# Apparently dogs shouldn't bark..............



## cwp (Nov 25, 2007)

I have a very unfortunate situation in my neighborhood. I have a neighbor that has 3 hound dogs. 2 blue tick pups that are 8 months old and a plotty (spelling may be wrong). They are barking too much, and the police are making them get rid of the dogs. They are willing to give them away to the right home. They are great hunting dogs and have incredible pedigree's. If you are interested please send me a pm.
Cory


----------



## Mojo1 (Sep 8, 2007)

That sucks big time, people are such whiners! A bark collar is the answer to their problem. 

I sure as hell wouldn't get rid of my dogs because someone complained, even if I had to fight in court. 

I have a Tri-Tronics G-3 bark limiter for Drake and boy does it works well on him, it only took a couple of times, now I just strap it on from time to time to keep him honest (usually not even turned on, he knows what it is) :lol: . 

Funny thing was the only neighbor to complain was the one with a dog that barked all the time, of course I told them where to pack it. When I asked the others and they said he constantly barked while I was gone, I got the collar.

Man if I was still living down south, I'd jump at the chance to get them, but I'm full up at my place here. I'll pass the word to my buddy with a redbone.


----------



## hyperduc (Sep 18, 2009)

Dogs that bark aren't a problem, dogs that bark all the time coupled with an owner who is too stupid/inconsiderate to stop them from doing so is a problem.
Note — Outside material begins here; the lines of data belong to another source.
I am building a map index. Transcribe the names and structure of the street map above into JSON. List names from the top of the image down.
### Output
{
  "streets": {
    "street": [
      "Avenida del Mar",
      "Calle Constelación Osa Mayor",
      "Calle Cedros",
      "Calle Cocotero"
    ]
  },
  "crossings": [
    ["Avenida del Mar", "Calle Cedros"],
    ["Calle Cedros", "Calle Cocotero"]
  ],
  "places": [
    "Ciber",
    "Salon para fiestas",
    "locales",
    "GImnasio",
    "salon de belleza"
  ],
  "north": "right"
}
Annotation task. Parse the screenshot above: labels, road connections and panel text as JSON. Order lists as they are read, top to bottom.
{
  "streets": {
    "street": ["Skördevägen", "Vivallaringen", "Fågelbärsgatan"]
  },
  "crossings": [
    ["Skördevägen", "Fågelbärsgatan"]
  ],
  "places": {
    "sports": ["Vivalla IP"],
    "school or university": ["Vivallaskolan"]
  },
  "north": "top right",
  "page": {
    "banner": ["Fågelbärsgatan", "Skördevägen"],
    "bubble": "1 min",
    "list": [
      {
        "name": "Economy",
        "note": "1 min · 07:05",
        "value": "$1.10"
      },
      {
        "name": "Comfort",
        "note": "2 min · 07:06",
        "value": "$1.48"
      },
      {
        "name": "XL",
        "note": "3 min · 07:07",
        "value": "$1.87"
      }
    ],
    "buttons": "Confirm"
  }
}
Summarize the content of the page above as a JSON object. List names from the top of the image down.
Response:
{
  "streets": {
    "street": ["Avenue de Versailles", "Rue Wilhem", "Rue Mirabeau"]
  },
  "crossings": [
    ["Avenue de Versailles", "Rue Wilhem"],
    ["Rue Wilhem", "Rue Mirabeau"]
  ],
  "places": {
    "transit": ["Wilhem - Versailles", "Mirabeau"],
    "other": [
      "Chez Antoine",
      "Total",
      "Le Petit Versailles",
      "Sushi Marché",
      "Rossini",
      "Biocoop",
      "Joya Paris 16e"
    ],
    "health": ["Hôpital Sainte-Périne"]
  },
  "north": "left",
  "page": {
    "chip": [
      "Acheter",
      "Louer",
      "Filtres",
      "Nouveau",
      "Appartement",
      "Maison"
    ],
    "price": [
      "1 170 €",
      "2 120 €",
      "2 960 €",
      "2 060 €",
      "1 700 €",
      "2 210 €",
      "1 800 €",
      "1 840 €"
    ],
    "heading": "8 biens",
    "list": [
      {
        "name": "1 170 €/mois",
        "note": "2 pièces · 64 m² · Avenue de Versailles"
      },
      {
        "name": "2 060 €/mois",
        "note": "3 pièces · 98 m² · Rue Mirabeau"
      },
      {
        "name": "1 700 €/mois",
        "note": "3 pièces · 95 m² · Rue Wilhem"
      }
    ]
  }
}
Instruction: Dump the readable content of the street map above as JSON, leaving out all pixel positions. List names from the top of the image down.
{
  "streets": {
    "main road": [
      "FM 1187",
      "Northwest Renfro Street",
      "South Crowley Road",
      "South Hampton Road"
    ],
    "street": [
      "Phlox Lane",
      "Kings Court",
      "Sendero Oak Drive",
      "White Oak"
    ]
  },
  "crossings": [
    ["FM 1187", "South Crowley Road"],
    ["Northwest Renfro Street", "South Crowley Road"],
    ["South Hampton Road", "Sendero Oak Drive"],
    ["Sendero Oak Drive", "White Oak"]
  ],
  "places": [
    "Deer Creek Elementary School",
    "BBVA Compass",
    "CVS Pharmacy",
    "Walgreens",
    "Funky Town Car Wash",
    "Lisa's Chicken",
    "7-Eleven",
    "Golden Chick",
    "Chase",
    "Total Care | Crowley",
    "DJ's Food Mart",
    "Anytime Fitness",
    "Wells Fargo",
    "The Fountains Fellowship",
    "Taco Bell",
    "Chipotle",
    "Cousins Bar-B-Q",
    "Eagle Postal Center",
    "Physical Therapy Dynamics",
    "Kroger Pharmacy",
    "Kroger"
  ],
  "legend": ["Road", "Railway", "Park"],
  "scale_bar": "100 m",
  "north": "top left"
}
Hopefully you can get a home for them.


----------



## lehi (Sep 13, 2007)

Mojo1 said:


> That sucks big time, people are such whiners! A bark collar is the answer to their problem.
> 
> I sure as hell wouldn't get rid of my dogs because someone complained, even if I had to fight in court.
> 
> ...


+1

Are bark collars not an option?


----------



## yfzduner450 (Dec 28, 2009)

hyperduc said:


> Dogs that bark aren't a problem, dogs that bark all the time coupled with an owner who is too stupid/inconsiderate to stop them from doing so is a problem.
> 
> Hopefully you can get a home for them.


I agree completely!! If you own a dog you should be considerate of your neighbors. Nothing worst then a jerk neighbor with barking dogs. I'm really surprised the police are doing something about it, it must be an ongoing issue.


----------



## sparky00045 (Apr 1, 2008)

I live in davis county and have been fighting the same barking dogs for 2 years i have call animal control atleased 50 times and have taking time off work and went to there office and signed complaints 5 times and the last time they told me they wouldn't do anything until i can prove it, and they still have done nothing, but talk to the owner witch lasts for a couple days then back to barking everynight, the dogs have learned as soon as it gets dark they bark until they are let in the house.

So my question is does anyone know who is boss over animal control in davis country, i am going to see them, go to the top.

My problem is the owner is always gone, and he leaves his dogs at home for all the rest of us to listen too, while he is out of town, what a nice guy???


----------



## hyperduc (Sep 18, 2009)

sparky00045 said:


> I live in davis county and have been fighting the same barking dogs for 2 years i have call animal control atleased 50 times and have taking time off work and went to there office and signed complaints 5 times and the last time they told me they wouldn't do anything until i can prove it, and they still have done nothing, but talk to the owner witch lasts for a couple days then back to barking everynight, the dogs have learned as soon as it gets dark they bark until they are let in the house.
> 
> So my question is does anyone know who is boss over animal control in davis country, i am going to see them, go to the top.
> 
> My problem is the owner is always gone, and he leaves his dogs at home for all the rest of us to listen too, while he is out of town, what a nice guy???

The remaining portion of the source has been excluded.